■ Collected data:
*** Begin section ***

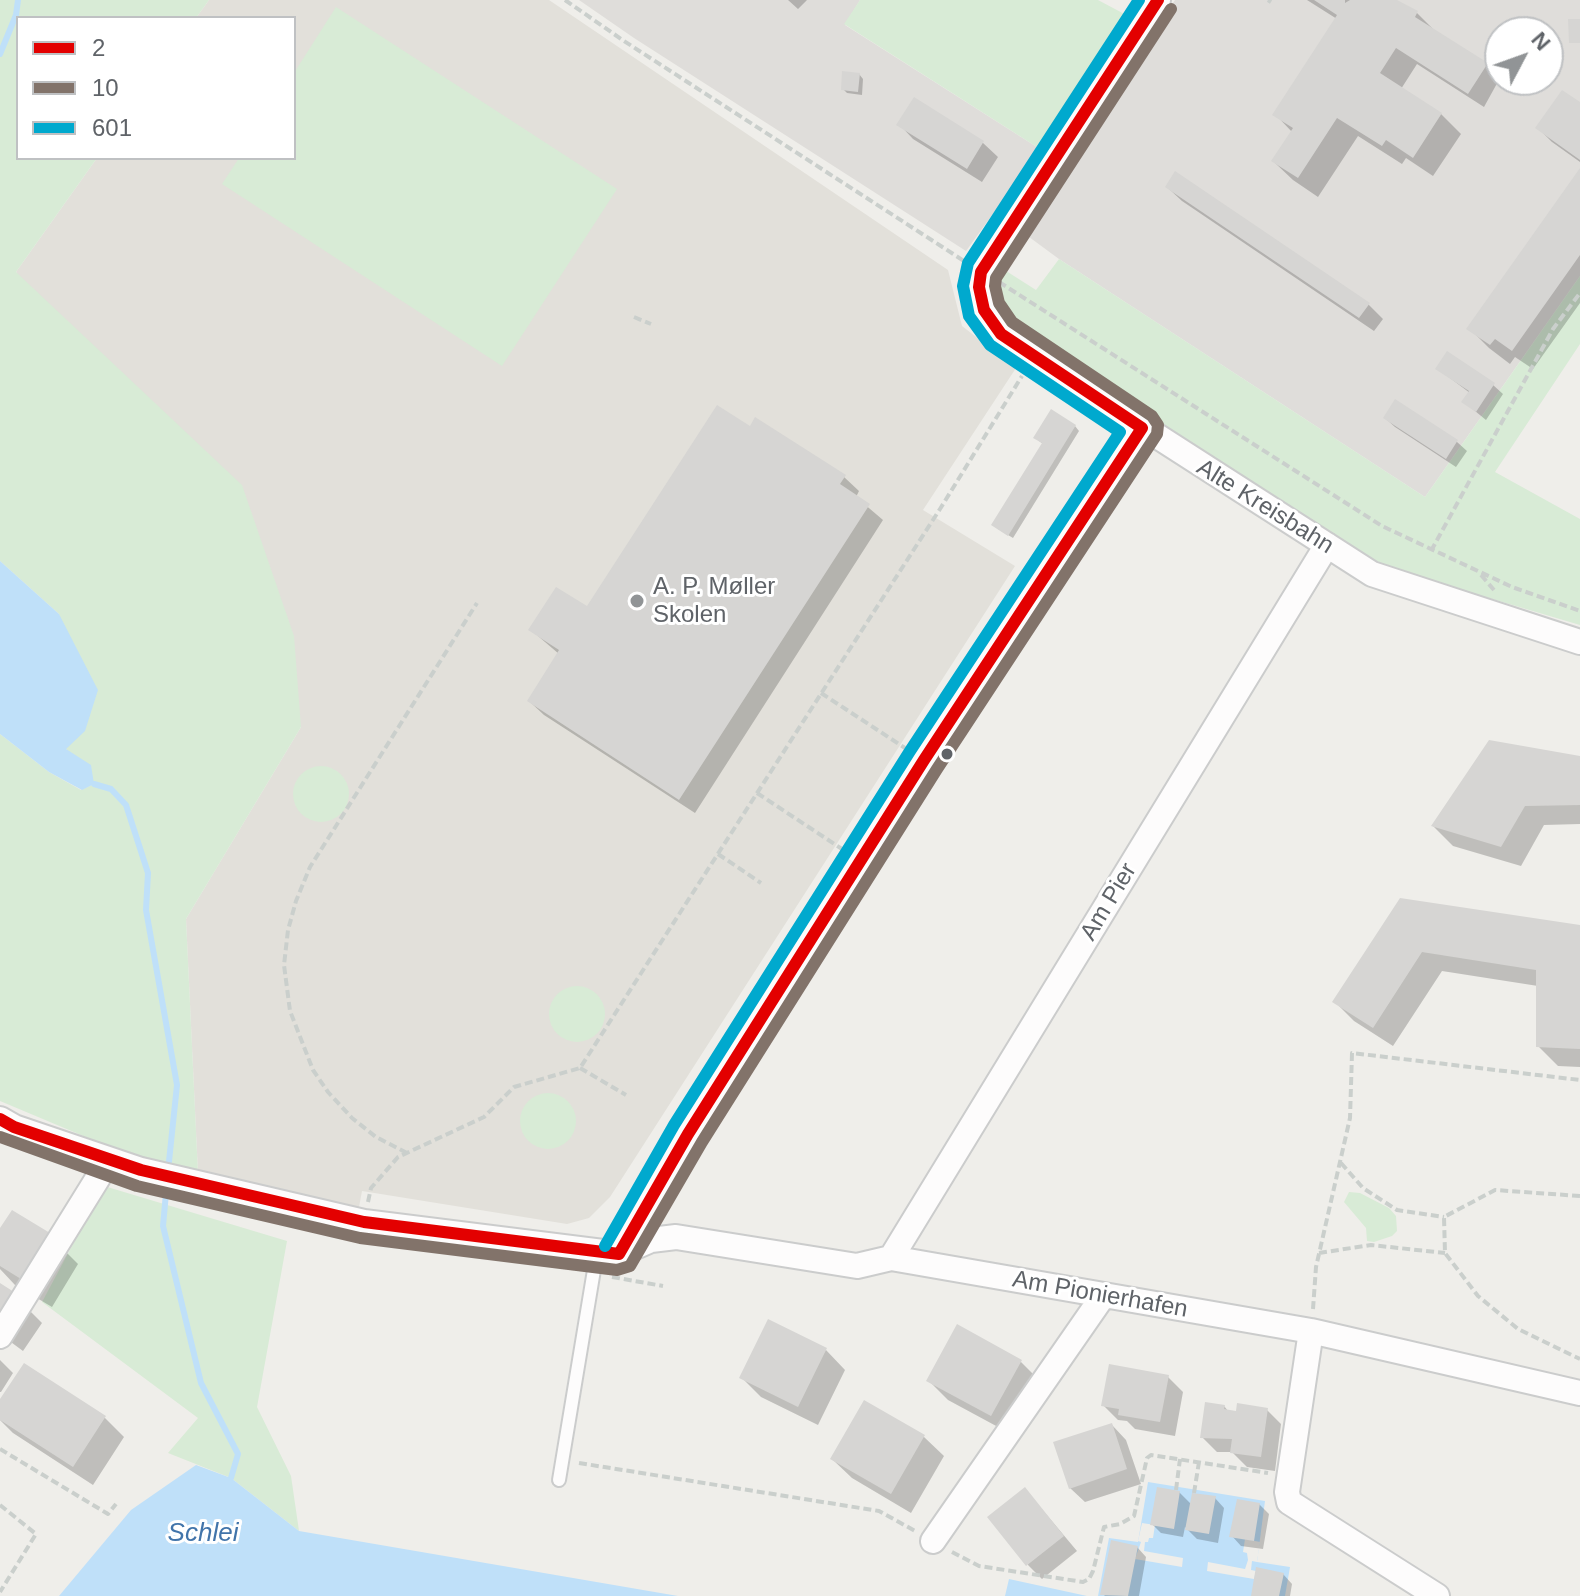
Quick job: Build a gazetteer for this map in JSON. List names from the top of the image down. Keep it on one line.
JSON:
{"streets":{"street":["Alte Kreisbahn","Am Pier","Am Pionierhafen"]},"crossings":[["Alte Kreisbahn","Am Pier"],["Am Pier","Am Pionierhafen"]],"water":["Schlei"],"places":["A. P. Møller Skolen"],"lines":["transit line 2","transit line 601","transit line 10"],"legend":["2","10","601"],"north":"top right"}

*** End section ***

■ What to work on: Except for the pictures, print the data above exactly.

■ Output:
Quick job: Build a gazetteer for this map in JSON. List names from the top of the image down. Keep it on one line.
JSON:
{"streets":{"street":["Alte Kreisbahn","Am Pier","Am Pionierhafen"]},"crossings":[["Alte Kreisbahn","Am Pier"],["Am Pier","Am Pionierhafen"]],"water":["Schlei"],"places":["A. P. Møller Skolen"],"lines":["transit line 2","transit line 601","transit line 10"],"legend":["2","10","601"],"north":"top right"}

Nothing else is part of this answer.